To study these currents, Watts developed a pressure inverted echo sounder that uses acoustic signals to measure the patterns of warm and cool water meandering in the eddies. The device sends an acoustic signal from the seafloor to the sea surface and back. Because sound travels at different speeds depending on the temperature, the speed that the signal travels allows him to learn what is taking place in the ocean.
“It’s been a great opportunity to have the right suite of measurements and the right team of people working together to make a unique contribution to science,” said Watts, noting that colleague Karen Tracey has worked with him since 1980 and has played an essential role in his research team. “We’ve learned a great deal about how eddies grow and how they move water and heat across them. That was an unexplored field when we started looking.”
Watts said he is far from finished with his research. He is looking forward to launching a new experiment in the Pacific off Antarctica where ocean currents are carrying heat to the base of rapidly melting glaciers. And he calls a recent request for funding “his best proposal ever,” one he hopes will begin a new project in the Argentina Basin, where the warm southward-flowing Brazil Current meets the cold Antarctic Circumpolar Current, and eddies exchange and fundamentally alter the water properties.
“Nature has served us up a beautiful test crucible in the Argentine Basin. The observational capabilities and numerical models and theoretical ideas have matured to where we can really make progress to understand the processes there,” Watts said.
His greatest worry, however, is the rapid change taking place in the earth’s climate. He attended the recent climate march in New York City to show his support for taking steps now to reduce its effects.

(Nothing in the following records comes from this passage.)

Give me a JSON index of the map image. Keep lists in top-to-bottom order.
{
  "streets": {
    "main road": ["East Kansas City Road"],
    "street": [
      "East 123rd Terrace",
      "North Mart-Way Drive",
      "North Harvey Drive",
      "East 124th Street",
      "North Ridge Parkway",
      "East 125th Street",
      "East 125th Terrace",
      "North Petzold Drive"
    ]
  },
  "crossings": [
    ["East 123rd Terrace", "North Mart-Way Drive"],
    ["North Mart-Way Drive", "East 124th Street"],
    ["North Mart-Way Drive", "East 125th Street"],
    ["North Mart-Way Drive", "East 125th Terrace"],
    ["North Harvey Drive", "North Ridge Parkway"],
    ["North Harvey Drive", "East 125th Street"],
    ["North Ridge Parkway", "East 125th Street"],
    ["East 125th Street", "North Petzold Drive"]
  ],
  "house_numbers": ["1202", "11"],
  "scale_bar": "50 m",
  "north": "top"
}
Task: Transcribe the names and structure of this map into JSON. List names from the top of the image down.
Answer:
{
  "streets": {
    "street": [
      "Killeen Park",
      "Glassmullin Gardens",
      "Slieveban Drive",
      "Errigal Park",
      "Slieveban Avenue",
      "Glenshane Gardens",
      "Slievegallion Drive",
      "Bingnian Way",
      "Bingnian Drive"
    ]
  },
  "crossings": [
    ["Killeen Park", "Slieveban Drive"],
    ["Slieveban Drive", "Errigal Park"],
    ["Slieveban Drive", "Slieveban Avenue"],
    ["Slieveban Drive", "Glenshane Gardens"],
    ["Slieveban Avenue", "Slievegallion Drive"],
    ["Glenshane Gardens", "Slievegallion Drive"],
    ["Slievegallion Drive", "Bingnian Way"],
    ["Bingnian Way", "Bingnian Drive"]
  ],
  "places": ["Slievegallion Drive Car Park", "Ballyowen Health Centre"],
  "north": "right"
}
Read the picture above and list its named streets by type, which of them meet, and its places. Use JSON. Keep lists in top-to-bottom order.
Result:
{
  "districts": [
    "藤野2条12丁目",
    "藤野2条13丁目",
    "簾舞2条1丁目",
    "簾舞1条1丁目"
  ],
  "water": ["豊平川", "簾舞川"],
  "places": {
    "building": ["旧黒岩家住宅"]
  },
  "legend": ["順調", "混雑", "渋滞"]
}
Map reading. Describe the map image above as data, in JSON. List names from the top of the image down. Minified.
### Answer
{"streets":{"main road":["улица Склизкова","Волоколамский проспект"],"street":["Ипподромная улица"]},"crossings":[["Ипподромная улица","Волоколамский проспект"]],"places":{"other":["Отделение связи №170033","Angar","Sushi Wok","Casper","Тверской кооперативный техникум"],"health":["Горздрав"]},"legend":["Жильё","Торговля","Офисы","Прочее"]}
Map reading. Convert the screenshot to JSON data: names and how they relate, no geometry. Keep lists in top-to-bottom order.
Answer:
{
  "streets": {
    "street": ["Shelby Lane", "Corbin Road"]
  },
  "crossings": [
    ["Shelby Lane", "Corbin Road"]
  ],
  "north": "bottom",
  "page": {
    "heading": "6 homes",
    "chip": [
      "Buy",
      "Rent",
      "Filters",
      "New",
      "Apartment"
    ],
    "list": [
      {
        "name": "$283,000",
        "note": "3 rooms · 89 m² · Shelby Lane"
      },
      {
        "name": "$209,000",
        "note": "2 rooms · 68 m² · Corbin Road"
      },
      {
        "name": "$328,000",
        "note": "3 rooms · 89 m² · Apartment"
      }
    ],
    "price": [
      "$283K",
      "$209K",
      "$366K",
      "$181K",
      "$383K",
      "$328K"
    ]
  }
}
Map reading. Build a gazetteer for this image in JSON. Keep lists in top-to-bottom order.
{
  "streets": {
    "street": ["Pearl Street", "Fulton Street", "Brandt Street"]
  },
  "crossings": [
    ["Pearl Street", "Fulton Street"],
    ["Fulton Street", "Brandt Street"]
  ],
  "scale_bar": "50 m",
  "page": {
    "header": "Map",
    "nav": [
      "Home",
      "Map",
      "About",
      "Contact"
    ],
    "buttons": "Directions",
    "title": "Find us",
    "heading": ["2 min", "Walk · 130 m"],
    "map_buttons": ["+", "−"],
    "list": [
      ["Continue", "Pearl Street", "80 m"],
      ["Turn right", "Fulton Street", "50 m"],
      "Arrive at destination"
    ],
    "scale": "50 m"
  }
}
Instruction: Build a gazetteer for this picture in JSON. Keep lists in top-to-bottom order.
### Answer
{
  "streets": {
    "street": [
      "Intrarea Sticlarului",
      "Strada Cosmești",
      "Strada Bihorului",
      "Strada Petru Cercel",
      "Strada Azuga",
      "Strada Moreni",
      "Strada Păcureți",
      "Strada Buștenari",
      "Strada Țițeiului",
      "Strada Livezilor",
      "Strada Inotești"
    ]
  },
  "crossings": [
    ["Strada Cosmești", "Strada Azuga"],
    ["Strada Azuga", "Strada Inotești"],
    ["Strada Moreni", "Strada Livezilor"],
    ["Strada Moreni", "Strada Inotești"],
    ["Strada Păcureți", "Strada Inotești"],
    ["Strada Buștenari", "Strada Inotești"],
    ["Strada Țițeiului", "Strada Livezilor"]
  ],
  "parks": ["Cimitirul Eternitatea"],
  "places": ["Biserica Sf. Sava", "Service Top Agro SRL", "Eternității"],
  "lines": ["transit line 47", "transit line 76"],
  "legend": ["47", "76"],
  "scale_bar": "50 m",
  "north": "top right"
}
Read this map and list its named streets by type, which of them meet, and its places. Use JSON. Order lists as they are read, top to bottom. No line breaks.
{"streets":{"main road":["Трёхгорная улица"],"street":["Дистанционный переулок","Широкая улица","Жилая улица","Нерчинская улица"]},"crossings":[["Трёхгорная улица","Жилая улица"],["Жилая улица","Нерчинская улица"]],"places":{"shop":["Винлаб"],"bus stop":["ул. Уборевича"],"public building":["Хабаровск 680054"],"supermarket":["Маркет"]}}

“I’m very concerned how amazingly fast climate change is happening now and how urgent it is to do everything we can to slow it down,” he said. “There will be serious disruptions to our lives and environment, even in the coming 10 or 20 years. Man and the environment and technology have the chance of adapting to the changes, if we can just slow them down. The amazing affordability already today of solar and wind energy gives me reason for optimism if we act now.”